Если какое-то животное без неокортекса все же оказывается способным сознавать, это опровергает представление о том, что наличие сознания требует присутствия неокортекса. По сути, для заявления о том, что рыбы лишены сознания, нет никаких оснований. «Существует много способов приобрести сложное сознание, – говорит невролог Лори Марино из Университета Эмори. – Предположение о том, что рыбы не могут чувствовать боль, потому что у них нет необходимых анатомических особенностей нервной системы, напоминает аргумент о том, что воздушные шары не могут летать, потому что у них нет крыльев»
[247]. Люди не могут плавать, потому что у них нет плавников?

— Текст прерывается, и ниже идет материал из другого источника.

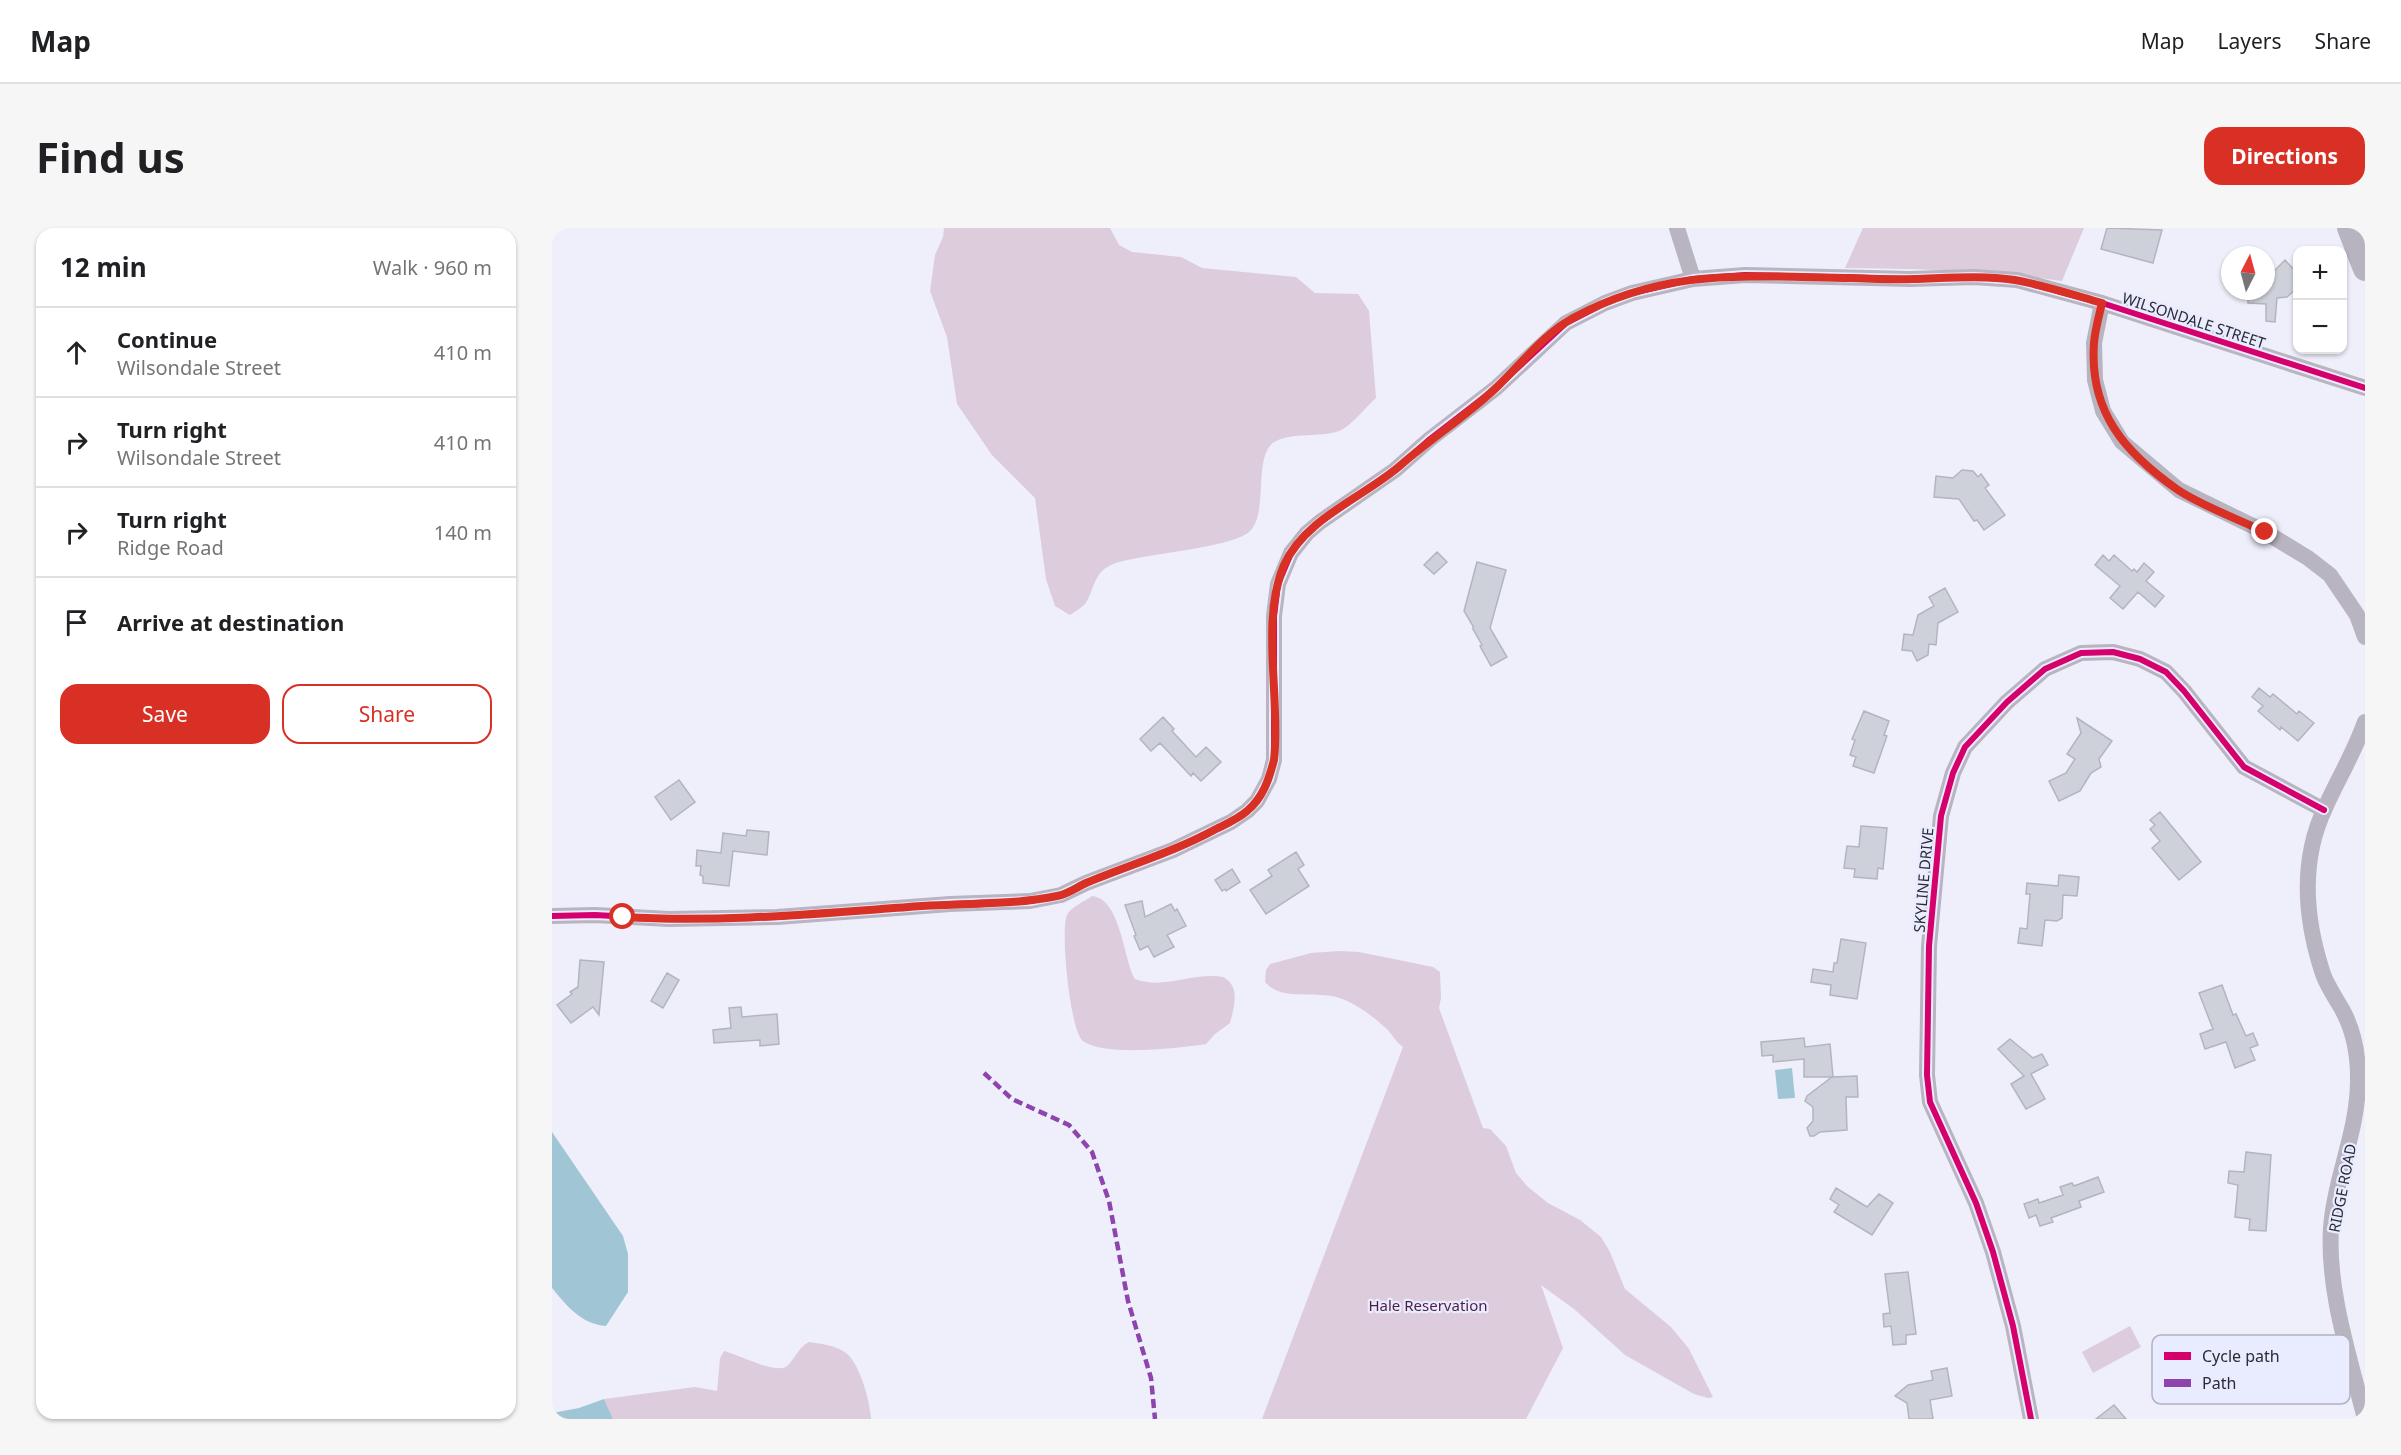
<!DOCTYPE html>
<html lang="en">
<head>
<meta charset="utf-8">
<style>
  :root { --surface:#fff; --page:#f6f6f6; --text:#202124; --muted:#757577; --line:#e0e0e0; --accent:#d93025 }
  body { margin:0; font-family:"Noto Sans",sans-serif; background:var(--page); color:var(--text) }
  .controls { position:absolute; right:18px; top:18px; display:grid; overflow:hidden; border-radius:12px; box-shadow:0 2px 4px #0004 }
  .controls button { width:54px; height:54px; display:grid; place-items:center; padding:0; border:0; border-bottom:2px solid var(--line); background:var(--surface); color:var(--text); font:30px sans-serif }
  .compass { position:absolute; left:1669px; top:18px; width:54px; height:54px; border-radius:50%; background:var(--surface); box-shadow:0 2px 4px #0004; rotate:6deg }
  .stop { position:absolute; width:18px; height:18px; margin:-14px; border:4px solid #d93025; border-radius:50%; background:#fff }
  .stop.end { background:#d93025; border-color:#fff; box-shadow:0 2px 6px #0008 }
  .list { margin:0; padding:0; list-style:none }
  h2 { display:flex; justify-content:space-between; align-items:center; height:78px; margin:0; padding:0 24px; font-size:26px }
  h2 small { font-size:20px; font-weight:400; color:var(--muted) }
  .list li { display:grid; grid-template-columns:39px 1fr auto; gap:18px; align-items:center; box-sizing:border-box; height:90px; padding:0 24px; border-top:2px solid var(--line) }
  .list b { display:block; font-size:22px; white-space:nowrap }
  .list p { margin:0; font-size:20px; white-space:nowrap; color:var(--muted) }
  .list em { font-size:20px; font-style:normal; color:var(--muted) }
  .actions { display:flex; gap:12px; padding:18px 24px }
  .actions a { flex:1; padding:14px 0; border:2px solid var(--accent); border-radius:18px; text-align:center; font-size:21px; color:var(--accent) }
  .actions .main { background:var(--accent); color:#fff }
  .icon { flex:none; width:33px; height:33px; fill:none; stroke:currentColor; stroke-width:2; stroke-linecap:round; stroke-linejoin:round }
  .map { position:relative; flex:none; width:1813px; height:1191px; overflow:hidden; border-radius:18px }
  header { display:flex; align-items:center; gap:36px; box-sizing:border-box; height:84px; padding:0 30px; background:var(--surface); border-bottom:2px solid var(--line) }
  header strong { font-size:28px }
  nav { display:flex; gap:33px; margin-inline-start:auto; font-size:21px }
  .intro { display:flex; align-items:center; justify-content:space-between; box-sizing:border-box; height:144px; padding:0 36px }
  h1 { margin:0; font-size:42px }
  .button { padding:15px 27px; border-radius:18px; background:var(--accent); color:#fff; font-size:21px; font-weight:700 }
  main { display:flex; gap:36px; padding:0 36px }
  aside { flex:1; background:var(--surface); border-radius:18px; box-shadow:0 2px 4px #0004 }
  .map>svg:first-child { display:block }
</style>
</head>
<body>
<header>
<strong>Map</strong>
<nav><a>Map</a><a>Layers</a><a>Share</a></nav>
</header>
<div class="intro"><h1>Find us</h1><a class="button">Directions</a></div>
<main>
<aside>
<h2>12 min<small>Walk · 960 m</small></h2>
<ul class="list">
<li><svg class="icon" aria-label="ahead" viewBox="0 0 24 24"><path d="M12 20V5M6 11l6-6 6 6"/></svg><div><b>Continue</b><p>Wilsondale Street</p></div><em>410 m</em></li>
<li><svg class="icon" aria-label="right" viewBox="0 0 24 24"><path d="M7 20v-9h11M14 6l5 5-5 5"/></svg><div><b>Turn right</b><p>Wilsondale Street</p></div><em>410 m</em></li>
<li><svg class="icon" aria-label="right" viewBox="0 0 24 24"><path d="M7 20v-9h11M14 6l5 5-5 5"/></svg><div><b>Turn right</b><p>Ridge Road</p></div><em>140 m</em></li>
<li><svg class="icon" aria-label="arrive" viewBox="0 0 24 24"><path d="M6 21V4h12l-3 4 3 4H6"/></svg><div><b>Arrive at destination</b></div></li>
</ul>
<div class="actions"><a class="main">Save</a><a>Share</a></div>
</aside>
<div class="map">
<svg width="1813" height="1191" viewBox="0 0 1813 1191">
  <rect width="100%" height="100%" fill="#eeeffa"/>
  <path fill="#ddccdc" d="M392,0h166l9,17 13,7 49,5 21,11 94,9 19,16 43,1 11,17 7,87c-9,8 -27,30 -37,33 -20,7 -44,1 -63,10 -24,12 -7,69 -25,89 -16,19 -112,23 -140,35 -16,7 -17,23 -24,36 -3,6 -12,10 -17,14l-15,-9 -9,-27 -11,-81 -43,-43 -35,-51 -10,-67 -17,-46 5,-36 8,-18z
    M1311,0h221l-22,53c-72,-11 -144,-12 -217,-13z
    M540,668c29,3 31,62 43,83 30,11 57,-7 88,-2 18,9 11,30 7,46l-15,11 -9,10c-28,4 -101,13 -123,-3 -13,-9 -23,-111 -16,-126 4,-8 18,-14 25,-19z
    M787,723l20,1 74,15 7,5 1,26 -2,10 44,120 7,1 16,17 10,27 12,14 20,16 32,17 21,17 9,15 15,37 46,38 18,22 24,48 -5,1 -14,-4 -69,-39 -51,-46 -33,-24 22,63 -37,71h-264l141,-372c-6,-4 -10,-11 -15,-17 -14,-13 -37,-31 -56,-34 -20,-4 -52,4 -67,-14l1,-12 4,-6 41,-11z
    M1578,1098l11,21 -48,26 -11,-21z
    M257,1114c13,2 26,3 37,11 14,11 24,48 25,66h-258l-9,-20 91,-12 22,4 3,-33 4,-7c14,3 52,24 63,15 9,-8 11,-19 22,-24z"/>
  <path fill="#a0c6d6" d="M1240,840l3,30 -17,1 -3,-29z
    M0,904l71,104 5,18v38l-22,34c-25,-2 -39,-20 -54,-38z
    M52,1171l9,20h-61v-6l27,-5z"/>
  <path fill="#ced1da" stroke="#b2b5be" stroke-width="1.5" d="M1555,0l55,2 -9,33 -52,-14z
    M1733,32l13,14v13l-11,10 -10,1 -2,24 -9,-1v-17l-18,-1v-12h18v-12z
    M1410,242l11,1 5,6 3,-3 8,11 -4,3 20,27 -21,15 -7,-10 -3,1 -15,-22 -25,-2 2,-21 17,2z
    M885,324l10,10 -13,12 -10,-9z
    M1551,327l6,6 5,-6 18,16 2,-2 3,3 7,-9 10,9 -8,9 18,15 -9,11 -17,-15 -15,17 -13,-11 10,-12 -25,-21z
    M925,334l29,8 -16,58 17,29 -16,9 -11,-20 2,-1 -9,-16v-3l-9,-15z
    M1393,360l13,24 -20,11 -2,22 -7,-1 -1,11 -11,6 -5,-10 -10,-1 2,-16 9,1 5,-20 16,-9 -5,-9z
    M1707,460l11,9 3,-3 24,20 2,-3 15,12 -16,18 -17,-14 -1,3 -22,-19 5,-5 -11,-9z
    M1312,483l25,10 -5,14 3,1 -13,37 -21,-7 3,-9 -6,-2 5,-15 -3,-1z
    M611,489l11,12 -2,2 24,26 10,-10 15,15 -20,19 -8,-8 -2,3 -31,-33 -9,8 -11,-12z
    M1525,490l35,23 -13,18 2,8 -10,6 -11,18 -21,10 -10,-20 17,-8 9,-14 -8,-5 14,-21z
    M127,552l16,22 -24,18 -16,-23z
    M1608,584l41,50 -22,18 -27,-32 8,-7 -10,-12 5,-4 -5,-5z
    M1309,598l26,2 -4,41 -5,-1 -1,11 -23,-2 1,-8 -11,-1 3,-22 12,1z
    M195,602l22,2 -2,23 -34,-4 -4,35 -26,-3v-7l-3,-1 1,-9h-5l1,-16 24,3 2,-20 23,3z
    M744,624l8,13 -6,4 11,17 -43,28 -16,-24 22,-14 -4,-6z
    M680,641l8,13 -14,9 -1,-2 -3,2 -7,-11z
    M1507,647l20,2 -2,19 -14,-1 -1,23 -5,3 -12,-1 -3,26 -24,-3 2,-15 7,1 3,-35h-4l1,-11 31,3z
    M590,673l3,16 26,-13 4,7 2,-2 9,17 -19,9 7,12 -20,10 -6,-11 -8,4 -6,-14 2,-1 -11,-30z
    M1289,711l25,4 -9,56 -27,-4 1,-10 -20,-3 2,-13 20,3 1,-9h3z
    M28,732l24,2 -5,53 -6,-8 -22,16 -14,-18 15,-11 -2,-2 8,-5z
    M115,745l12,7 -16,28 -12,-7z
    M1670,757l11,30 3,-1 10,22 7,-3 5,12 -8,3 5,12 -20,8 -9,-26 -21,7 -5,-15 13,-5 -14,-36z
    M189,779l1,10 35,-3 2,30 -19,2v-6l-46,3 -1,-13 18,-2 -2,-20z
    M1252,810l1,9 25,-3 3,33h-29v-18l-31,3v-7l-11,1 -1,-14z
    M1458,811l23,19 9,-4 6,11 -17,9 14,25 -19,10 -15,-25 13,-8 -26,-27z
    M1305,848l1,21h-12l1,33 -27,2 -6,4h-4l-3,-8 6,-7v-14l-8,-6 2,-5 25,-19z
    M1694,924l25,3 -5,76 -17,-1 1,-11 -15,-2 3,-32 -10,-2 1,-12 15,1z
    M1546,949l6,15 -25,9 2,6 -30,11 2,4 -13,4 -4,-11 -7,3 -5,-14 14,-5 1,4 24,-8 -3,-8 12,-4 2,3z
    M1284,960l31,19 12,-13 14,9 -21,32 -38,-23 5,-7 -9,-6z
    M1356,1044l8,62 -10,1v9l-13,1 -2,-19 -7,1 -1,-13 7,-1 -5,-39z
    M1395,1140l5,28 -22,4 3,19h-24l-2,-16 -12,-7 13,-11 25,-5 -2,-9z
    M1562,1177l12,14h-30z"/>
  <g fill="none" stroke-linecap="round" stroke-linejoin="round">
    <path stroke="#b8b4c0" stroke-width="16" d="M1125,0l16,51
      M1550,75l-8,40 1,37 8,31 19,31 57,48 86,42 43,26 22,17 27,40 8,22
      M0,688l43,-1 74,4 108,-2 173,-13 80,-3 31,-6 25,-12 87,-33 58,-28 16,-11 10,-10 12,-22 5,-19v-144l4,-32 13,-31 16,-20 13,-11 75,-52 35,-31 66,-51 70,-65 39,-20 27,-10 61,-14 52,-4 165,4 64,-2 43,3 85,23 263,85
      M1479,1191l-18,-93 -20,-74 -17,-49 -46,-101 -3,-27 2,-129 12,-130 12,-43 12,-26 42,-45 38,-33 36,-16 32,-1 27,7 26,13 18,19 60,76 80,43
      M1813,1191c-15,-61 -38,-128 -34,-191 4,-52 28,-99 27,-151 0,-23 -4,-45 -15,-66 -7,-13 -17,-26 -21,-40 -17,-53 -22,-110 3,-163 13,-29 29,-55 40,-86"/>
    <path stroke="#b7b3c0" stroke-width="24" d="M1797,0l16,41"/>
    <path stroke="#8e44ad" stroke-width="4.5" stroke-dasharray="9 4.5" stroke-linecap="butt" d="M432,845l28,26 57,26 23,27 17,49 19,100 23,77 4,41"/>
    <defs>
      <path id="cycleway" d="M0,688l43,-1 74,4 108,-2 173,-13 80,-3 31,-6 25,-12 87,-33 58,-28 16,-11 10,-10 12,-22 5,-19v-144l4,-32 13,-31 16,-20 13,-11 75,-52 35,-31 66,-51 70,-65 39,-20 27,-10 61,-14 52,-4 165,4 64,-2 43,3 85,23 263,85
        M1479,1191l-18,-93 -20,-74 -17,-49 -46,-101 -3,-27 2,-129 12,-130 12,-43 12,-26 42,-45 38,-33 36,-16 32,-1 27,7 26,13 18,19 60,76 80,43"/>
    </defs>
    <use href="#cycleway" stroke="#e9ebff" stroke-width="10"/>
    <use href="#cycleway" stroke="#d6006c" stroke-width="6"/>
  </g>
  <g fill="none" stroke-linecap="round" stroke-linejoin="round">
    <path stroke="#d93025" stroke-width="8" d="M71,689c100,6 200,-4 299,-11 45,-3 91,-1 135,-10 11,-2 20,-9 29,-13 43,-18 88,-31 130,-54 10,-5 22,-10 31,-18 16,-13 22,-32 27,-51 7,-59 -14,-140 10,-195 22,-48 81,-68 118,-101 31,-27 67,-50 96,-78 24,-23 46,-52 75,-68 95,-52 177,-41 279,-40 21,1 42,2 62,1 34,-1 68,-4 101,1 29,5 59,15 87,23 -3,13 -7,27 -8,40 -5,69 31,110 84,147 24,16 60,29 87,42"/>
  </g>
  <g text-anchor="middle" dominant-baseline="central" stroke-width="4.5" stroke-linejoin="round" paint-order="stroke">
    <g font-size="15" fill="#2a2b34" stroke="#e9ebff">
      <text transform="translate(1642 92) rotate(18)">WILSONDALE STREET</text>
      <text transform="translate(1371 652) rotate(-85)">SKYLINE DRIVE</text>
      <text transform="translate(1790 960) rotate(-79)">RIDGE ROAD</text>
    </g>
    <g font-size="15" fill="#501d42" stroke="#e9ebff">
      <text x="876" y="1077">Hale Reservation</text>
    </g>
  </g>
  <rect x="1600" y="1107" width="198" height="69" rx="9" fill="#e9ebff" stroke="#b0b1c2" stroke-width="1.5"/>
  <rect x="1612" y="1124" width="27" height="8" fill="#d6006c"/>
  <rect x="1612" y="1151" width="27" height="8" fill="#8e44ad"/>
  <g font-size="16" fill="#2a2b34">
    <text x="1650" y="1134">Cycle path</text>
    <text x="1650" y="1161">Path</text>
  </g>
</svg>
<div class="controls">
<button>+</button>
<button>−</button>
</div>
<svg class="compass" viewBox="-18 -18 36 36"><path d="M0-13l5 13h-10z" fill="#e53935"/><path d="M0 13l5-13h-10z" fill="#757577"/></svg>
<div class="stop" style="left:71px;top:689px"></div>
<div class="stop end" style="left:1713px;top:304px"></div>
</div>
</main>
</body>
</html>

Ответ рыб на наличие коры головного мозга у млекопитающих – паллиум
[248], который примечателен своим удивительным разнообразием и сложностью
[249]. Хотя паллиум среднестатистической рыбы обладает меньшей вычислительной мощностью, чем неокортекс среднестатистического примата, все более и более очевидно, что у рыб паллиум выполняет сходные функции, что неокортекс у млекопитающих и палеокортекс у птиц. В дальнейшем мы рассмотрим эти способности, но пока позвольте мне просто упомянуть обучение, память, распознавание индивидов, игру, использование орудий и совместную деятельность.
Возвращаясь на крючок
Давайте рассмотрим ситуацию, когда рыба раз за разом попадается на крючок, причем делает это быстро. «Истории о большеротых окунях, которые были пойманы и отпущены, но лишь затем, чтобы развернуться и вновь оказаться пойманными в этот же или на следующий день, иной раз даже не по одному разу», – пишет биолог Кейт А. Джонс в книге, посвященной ужению большеротого окуня
[250]. Понятно, что некоторые рыбаки утверждают, будто это – подтверждение тому, что опыт попадания на крючок не наносит рыбе травму. Иначе почему же они так быстро вновь схватывают наживку? (В этот момент мы могли бы спросить: почему рыба раз за разом возвращалась к руке человека, ища ласки, если она ничего не может чувствовать?)